As detailed specifications became available, Gloucester sawyer Ryan Penner volunteered to provide the framing members. As requested, he skillfully milled the many timbers required from the leanest possible trees, sometimes being compelled to cut so close as to leave long corners still deep in bark. The result was three truck loads of mostly very regular timbers, yet none ever far from the edge of “Beautiful Necessity.”
Those cut timbers were then delivered into the charge of project carpenter Matt Sanbury and his crew, who sorted them into “wany” (as in “going away” at the edges), full, and best, and assigned them accordingly to positions inside or outside, public or private, candle-level or up in the dark.

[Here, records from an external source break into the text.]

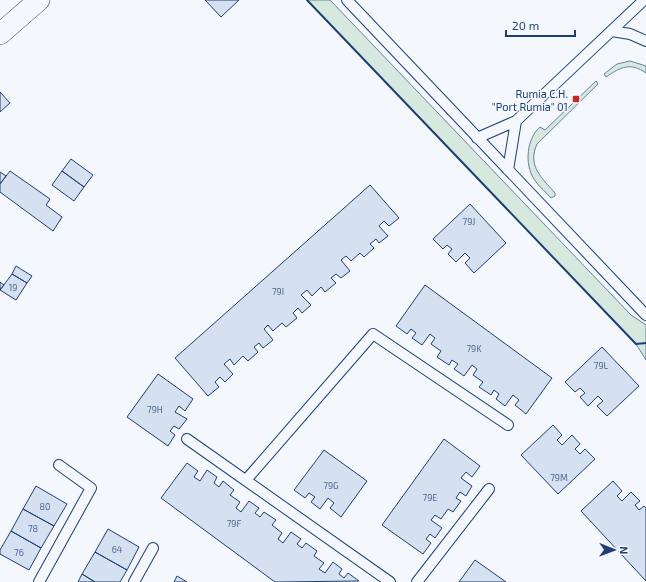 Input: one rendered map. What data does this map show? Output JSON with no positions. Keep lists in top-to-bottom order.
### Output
{
  "places": {
    "transit": ["Rumia C.H. \"Port Rumia\" 01"]
  },
  "house_numbers": [
    "79J",
    "19",
    "79I",
    "79K",
    "79L",
    "79H",
    "79M",
    "79G",
    "79E",
    "80",
    "79F",
    "78",
    "64",
    "76"
  ],
  "scale_bar": "20 m",
  "north": "right"
}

Our Virginia House is Matt’s journeyman project, and it is a challenging one. Not only are our timbers cut close to the bark, and the 17th century framing method unfamiliar and complex, but the structural members are to be left largely exposed, as they would no longer have been in the 18th century period for which Matt is trained. Our countryman’s frame requires skills almost lost even to the age of old Williamsburg.
Overseeing everything with his benevolent eye is master carpenter Garland Wood. This is Garland’s last frame, concluding forty years as an historic trades carpenter at Colonial Williamsburg. Yet it is his first proper “yeoman’s house,” the sort of modest dwelling that would have been common throughout the Chesapeake region in the first century after the Jamestown landing. So it is Garland’s first time working with such early details as clasped purlins and chamfered corners and lamb’s tongue stops. Such little refinements seem trivial to us now only because we do not labor in the field or cut our own wood or grow our own food. They would have been the pride and elevation of the humble farmer once.
All that work and all those considerations combined to stretch our Virginia Frame out across the ground on oak sills and floor joists just as the year closed. Now, in the new year, our frame takes a new direction and begins to rise on pine posts and plates and rafters. Lowly though it certainly remains to the passing eye, to me after all this while, it almost seems to be taking flight.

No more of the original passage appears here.